If you’ve ever broken a leg or an arm, you’re not alone. Broken bones, or fractures, are among the most common injuries for people of all ages. On average, people will break two bones in their lifetime. Many breaks are minor, such as a bone chip from an ankle injury, but some, such as a hip fracture, can require surgery and a long recovery period, especially for older people.
How does your body heal a broken bone?
When your bone breaks, a protective blood clot forms at the injury site right away. A doctor will set the bone and apply a cast to keep it aligned and immobile. Next, a soft callus forms to help reconnect the bone’s broken edges. Your body deposits stored calcium and other minerals to harden the callus. New bone cells connect the broken pieces together again, gradually replacing the callus. The full healing process can take a year or even longer, until the bone returns to its normal shape (the final stage of “remodeling”). Source: HealthU/Hackensack Meridian Health
Do broken bones heal stronger?
You might have heard that a healed broken bone will be stronger than before the break, or less likely to break again.

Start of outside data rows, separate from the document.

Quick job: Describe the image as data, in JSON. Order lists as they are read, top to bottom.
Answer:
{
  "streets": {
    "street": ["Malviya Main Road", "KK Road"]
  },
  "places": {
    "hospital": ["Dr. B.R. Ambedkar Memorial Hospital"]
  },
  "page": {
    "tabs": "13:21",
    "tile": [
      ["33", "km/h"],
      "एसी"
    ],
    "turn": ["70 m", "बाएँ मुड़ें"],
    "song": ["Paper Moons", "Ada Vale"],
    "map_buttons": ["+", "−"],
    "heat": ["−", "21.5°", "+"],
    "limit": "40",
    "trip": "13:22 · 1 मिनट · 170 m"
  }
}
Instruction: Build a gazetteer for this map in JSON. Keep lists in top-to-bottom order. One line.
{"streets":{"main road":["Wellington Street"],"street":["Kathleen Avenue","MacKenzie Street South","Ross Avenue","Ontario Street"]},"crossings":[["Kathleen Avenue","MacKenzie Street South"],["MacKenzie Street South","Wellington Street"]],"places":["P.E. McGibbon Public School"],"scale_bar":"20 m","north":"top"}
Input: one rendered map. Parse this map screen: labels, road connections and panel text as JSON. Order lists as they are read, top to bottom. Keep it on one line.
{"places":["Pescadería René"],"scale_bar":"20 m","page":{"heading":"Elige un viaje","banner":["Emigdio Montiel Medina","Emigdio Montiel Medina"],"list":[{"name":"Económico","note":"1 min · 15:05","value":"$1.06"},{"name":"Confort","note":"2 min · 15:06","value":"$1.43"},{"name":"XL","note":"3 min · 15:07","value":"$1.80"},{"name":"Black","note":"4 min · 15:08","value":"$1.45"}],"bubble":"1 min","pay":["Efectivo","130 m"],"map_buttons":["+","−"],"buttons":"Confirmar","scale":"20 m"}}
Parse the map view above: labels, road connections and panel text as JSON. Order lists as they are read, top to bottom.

Unfortunately, a healed bone is no more and no less likely to break than any other bone.
While an injured arm or leg is in a cast or walking brace, the bone and muscle become weaker because they’re not being used for movement. But as the bone gets built back to heal the fracture, the calcium-fortified section can actually be stronger than the surrounding bone. This may be where the rumor of bones healing stronger than before came from. The difference is only temporary, but there are ways to keep your bones healthy, whether they’ve suffered a break or not.
Two routes to bone health
1) Eat foods rich in calcium and vitamin D. These two nutrients are an important tag team for strong bones. Bones are like storage containers for calcium, which gives them their mass and density. Dairy products, green vegetables, multigrain cereals, tofu, and orange juice are some good sources of calcium. Vitamin D, found in foods like fish, liver, and egg yolks, helps your body absorb calcium. Your doctor may also recommend calcium or vitamin D supplements if you cannot get enough of these nutrients in your diet.
2) Exercise regularly. Bones are living tissue and therefore require movement to get strong. Any type of exercise is good for your body, but weight-bearing impact exercises and muscle-strengthening exercises are the best for your bones.

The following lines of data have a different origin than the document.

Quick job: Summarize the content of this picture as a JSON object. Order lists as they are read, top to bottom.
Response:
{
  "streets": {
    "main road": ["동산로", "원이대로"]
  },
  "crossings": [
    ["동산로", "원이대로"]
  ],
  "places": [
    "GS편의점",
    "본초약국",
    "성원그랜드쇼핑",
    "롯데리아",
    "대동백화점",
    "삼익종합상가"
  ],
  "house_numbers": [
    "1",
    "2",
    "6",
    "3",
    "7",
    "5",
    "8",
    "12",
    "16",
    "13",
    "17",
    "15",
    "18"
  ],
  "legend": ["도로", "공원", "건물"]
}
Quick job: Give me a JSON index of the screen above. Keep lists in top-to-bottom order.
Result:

Weight-bearing exercises stimulate bones to create fresh bone tissue. Activities can be low impact, such as brisk walking; moderate impact, like jogging; or high impact, like playing basketball or volleyball.

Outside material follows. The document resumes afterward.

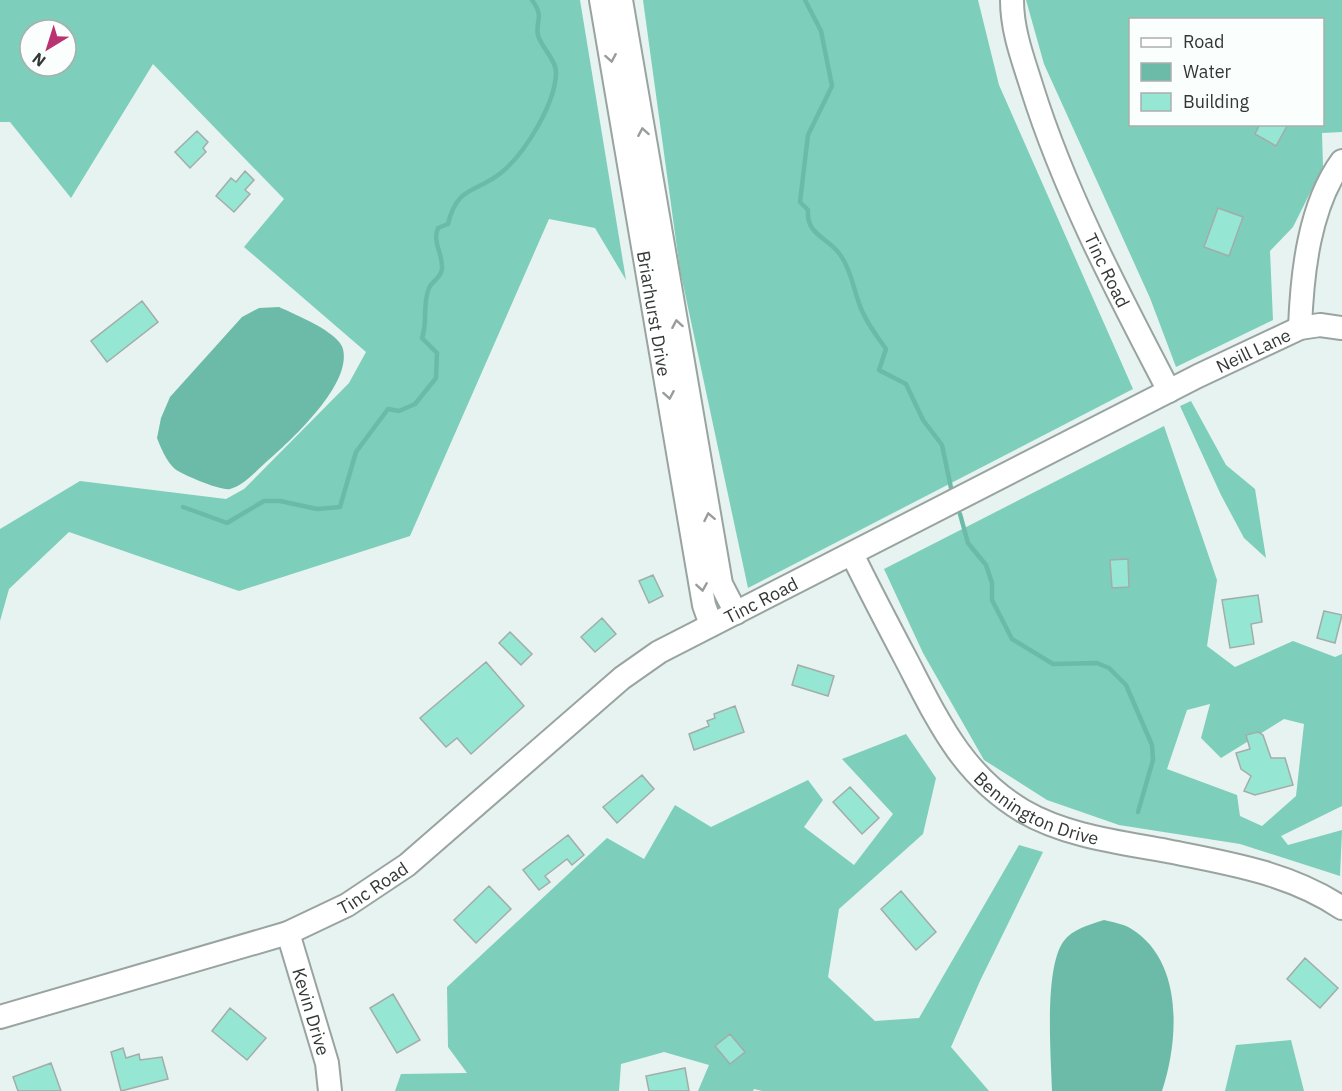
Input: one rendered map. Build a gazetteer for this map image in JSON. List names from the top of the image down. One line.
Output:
{"streets":{"street":["Tinc Road","Briarhurst Drive","Neill Lane","Bennington Drive","Kevin Drive"]},"crossings":[["Tinc Road","Briarhurst Drive"],["Tinc Road","Neill Lane"],["Tinc Road","Bennington Drive"],["Tinc Road","Kevin Drive"]],"legend":["Road","Water","Building"],"north":"bottom left"}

Exercises that strengthen muscles—like lifting weights, using resistance bands, or even doing push-ups and pull-ups—make your muscles pull on your bones, which respond by replacing old bone cells with new ones. As your muscles get stronger, they pull harder, making your bones stronger too. If you are new to strength-training workouts, consult a professional trainer or your doctor for help in pacing yourself and avoiding injury.